CG17560_in3 generates a mirtron from an alternatively spliced intron. Shown is a multiple sequence alignment and phastCons assessment of conservation (obtained from the UCSC Genome Browser). The splice acceptor used to generate the protein-coding transcript is highly conserved across the 12 sequenced Drosophilids; a different splice acceptor is used to generate the CG17560 mirtron. Small RNA mappings exhibit typical Dicer-1 cleavage patterns, including the generation of rare reads corresponding to the cleaved terminal loop. Other rare reads were not summarized in this schematic. Note the slightly atypical hairpin end of this mirtron, which terminates in a 3-nt 3′overhang. Usage of the mirtronic splice generates a frame-shift, since the typical splice site joins in the +2 coding frame, while the mirtron-spliced site joins in the +1 coding frame.
Figure 6.
Exceptional fly and worm mirtrons exhibit strongly unpaired hairpin termini. It is generally accepted that a defined short 3′ overhang is critical for nuclear export of pre-miRNA hairpins via exportin 5. Consequently, a strongly unpaired hairpin base is unfavorable for pre-miRNA maturation. (A) The exceptional C. elegans mirtron mir-1019 exhibits a 2 + 5 hairpin overhang, but still exhibits a typical pattern of mirtronic reads corresponding specifically to the ends of the intron. (B) Similarly, the atypical D. melanogaster mirtron CG3225_in2 exhibits strong evidence for Dicer-1 cleavage despite a 4 + 7 hairpin overhang, including a rare read corresponding to the cleaved terminal loop (highlighted in blue). Reads from this intron exhibit evidence for loading to the siRNA effector AGO2 instead of the miRNA effector, AGO1. Head data including AGO1-IP and oxidized RNA (which enriches for mature AGO2-loaded siRNAs) were reported by Ghildiyal et al. (2010) and S2 cell data from AGO1-IP and AGO2-IP were reported by Czech et al. (2008); to permit comparison between the total and IP levels, these read numbers were normalized per million mapped reads in each library.

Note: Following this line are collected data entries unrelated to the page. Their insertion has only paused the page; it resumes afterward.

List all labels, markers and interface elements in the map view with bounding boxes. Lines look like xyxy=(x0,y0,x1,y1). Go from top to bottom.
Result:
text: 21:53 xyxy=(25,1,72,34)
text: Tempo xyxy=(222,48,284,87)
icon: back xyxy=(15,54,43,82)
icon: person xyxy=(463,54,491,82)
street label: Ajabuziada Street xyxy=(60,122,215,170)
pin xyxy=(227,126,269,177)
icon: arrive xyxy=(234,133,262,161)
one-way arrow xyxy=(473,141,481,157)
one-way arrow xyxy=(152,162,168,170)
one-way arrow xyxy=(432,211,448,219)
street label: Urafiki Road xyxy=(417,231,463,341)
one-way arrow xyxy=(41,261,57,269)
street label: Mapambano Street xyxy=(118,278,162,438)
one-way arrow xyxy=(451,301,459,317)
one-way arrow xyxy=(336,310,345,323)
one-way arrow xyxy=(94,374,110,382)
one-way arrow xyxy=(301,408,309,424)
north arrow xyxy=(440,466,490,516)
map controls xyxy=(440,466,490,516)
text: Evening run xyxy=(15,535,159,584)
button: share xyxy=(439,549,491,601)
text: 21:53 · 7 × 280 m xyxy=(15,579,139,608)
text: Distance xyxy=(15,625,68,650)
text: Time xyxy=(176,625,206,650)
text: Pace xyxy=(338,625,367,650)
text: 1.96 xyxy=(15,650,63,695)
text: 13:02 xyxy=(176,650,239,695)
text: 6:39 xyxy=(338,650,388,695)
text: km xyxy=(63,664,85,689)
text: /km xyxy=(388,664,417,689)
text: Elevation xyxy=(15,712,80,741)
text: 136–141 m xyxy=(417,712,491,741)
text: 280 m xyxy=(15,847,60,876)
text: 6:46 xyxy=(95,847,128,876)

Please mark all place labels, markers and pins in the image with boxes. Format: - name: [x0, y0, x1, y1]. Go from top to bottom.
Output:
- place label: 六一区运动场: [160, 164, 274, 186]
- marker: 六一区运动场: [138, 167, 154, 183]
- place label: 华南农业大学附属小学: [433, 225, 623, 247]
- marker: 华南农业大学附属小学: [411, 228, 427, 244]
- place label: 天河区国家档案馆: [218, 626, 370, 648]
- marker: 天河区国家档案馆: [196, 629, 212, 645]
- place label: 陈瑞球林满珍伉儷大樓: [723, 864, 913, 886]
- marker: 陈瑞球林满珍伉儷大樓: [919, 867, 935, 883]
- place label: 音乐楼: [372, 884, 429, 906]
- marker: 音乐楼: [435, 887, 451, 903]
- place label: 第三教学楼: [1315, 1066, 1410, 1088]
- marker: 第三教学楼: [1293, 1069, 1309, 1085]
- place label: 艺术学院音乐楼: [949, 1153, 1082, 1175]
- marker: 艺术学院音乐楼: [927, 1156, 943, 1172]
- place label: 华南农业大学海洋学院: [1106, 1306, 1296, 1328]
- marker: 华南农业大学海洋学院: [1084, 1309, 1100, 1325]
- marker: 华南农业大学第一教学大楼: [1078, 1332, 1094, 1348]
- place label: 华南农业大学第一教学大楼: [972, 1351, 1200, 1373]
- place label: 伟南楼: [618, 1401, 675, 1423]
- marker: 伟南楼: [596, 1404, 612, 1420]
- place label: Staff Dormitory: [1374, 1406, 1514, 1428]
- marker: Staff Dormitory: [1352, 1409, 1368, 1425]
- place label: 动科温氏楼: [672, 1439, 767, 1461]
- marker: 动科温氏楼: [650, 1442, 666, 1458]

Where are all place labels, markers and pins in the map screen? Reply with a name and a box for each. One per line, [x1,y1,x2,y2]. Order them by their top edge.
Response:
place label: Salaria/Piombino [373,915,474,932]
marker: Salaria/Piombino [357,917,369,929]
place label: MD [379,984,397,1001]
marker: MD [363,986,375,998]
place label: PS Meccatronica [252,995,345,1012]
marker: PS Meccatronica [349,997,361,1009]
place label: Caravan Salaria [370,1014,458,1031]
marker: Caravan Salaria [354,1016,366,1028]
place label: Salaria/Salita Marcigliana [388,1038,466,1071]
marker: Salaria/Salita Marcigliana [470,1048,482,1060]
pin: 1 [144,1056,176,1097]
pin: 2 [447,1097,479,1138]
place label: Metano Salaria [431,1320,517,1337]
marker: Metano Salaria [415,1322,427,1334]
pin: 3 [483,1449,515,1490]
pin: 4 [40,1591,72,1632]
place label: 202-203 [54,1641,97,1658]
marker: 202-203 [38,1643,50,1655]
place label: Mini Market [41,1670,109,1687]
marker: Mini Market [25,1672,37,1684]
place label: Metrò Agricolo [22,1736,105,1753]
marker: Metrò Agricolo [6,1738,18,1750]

Note that these worm and fly mirtrons are further atypical in that their mature cloned species derive from their 5p arms; this correlates with the strong thermodynamic asymmetry associated with their unpaired hairpin bases. These mirtrons are exceptional, and few other introns with similarly unpaired bases were productively converted into short cloned RNAs.
Figure 7.
Clustered mirtrons in the D. melanogaster and C. elegans genomes. (A) Drosophila CG1718 generates mirtrons from both its second and third introns; CG1718_in2 was newly identified in this study. Curiously, while the hairpin structure of CG1718_in2 is seemingly suboptimal compared with the previously identified mir-1007, mature miRNAs accumulate to relatively similar levels from these mirtrons. Analysis of head libraries published by Ghildiyal et al. (2010) provided evidence that these mirtrons are expressed in the head and generate RNAs that populate AGO1, but not AGO2 complexes; this study used oxidation (oxi) of input samples to enrich for 2'O-methylated RNAs in mature AGO2 complexes. To permit comparison between the total and IP levels, these read numbers were normalized per million mapped reads in each library. Rarer reads were not shown, except for the informative cloned terminal loops that report on endogenous Dicer-1 processing; the full read patterns are available at
http://cbio.mskcc.org/leslielab/mirtrons
. (B) NM_071513 and NM_071540 are related genes that reside ∼70 kb apart on C. elegans chromosome V. Each gene bears a mirtron whose 3p arm is identical; thus, small RNA reads from this arm map to both mirtrons. We normalized the read numbers to assign half to each locus. On the basis of unique star arms, we can definitively annotate the expression of NM_071540. However, given that the hairpin of NM_071513 has only small symmetric loops, we infer that its processing should be equivalent, if not more efficient, to its paralog. (C) A supercluster of mirtron genes on C. elegans chromosome X. This <8-kb region was previously annotated to contain mir-1018 and mir-2220, of which mir-1018 was previously noted to be a mirtron (Ruby et al. 2007a). Although mir-2220 was earlier annotated as a canonical miRNA (Kato et al. 2009), we infer that it is similarly a mirtron, as its cloned RNAs begin and end with effective splice junctions. Here, we identify six additional mirtrons in this genomic region. Of these, NM_075943_in1 might appear to be a tailed mirtron based on the annotated splice junction; however, that its abundant 3p reads end with CAG suggests that it may be the product of alternative splicing, as seen for the Drosophila mirtron CG17560. Note that in all gene alignments only a subset of informative singleton reads, typically belonging to mirtron star species are shown.
Similar articles
- Analysis of Nearly One Thousand Mammalian Mirtrons Reveals Novel Features of Dicer Substrates.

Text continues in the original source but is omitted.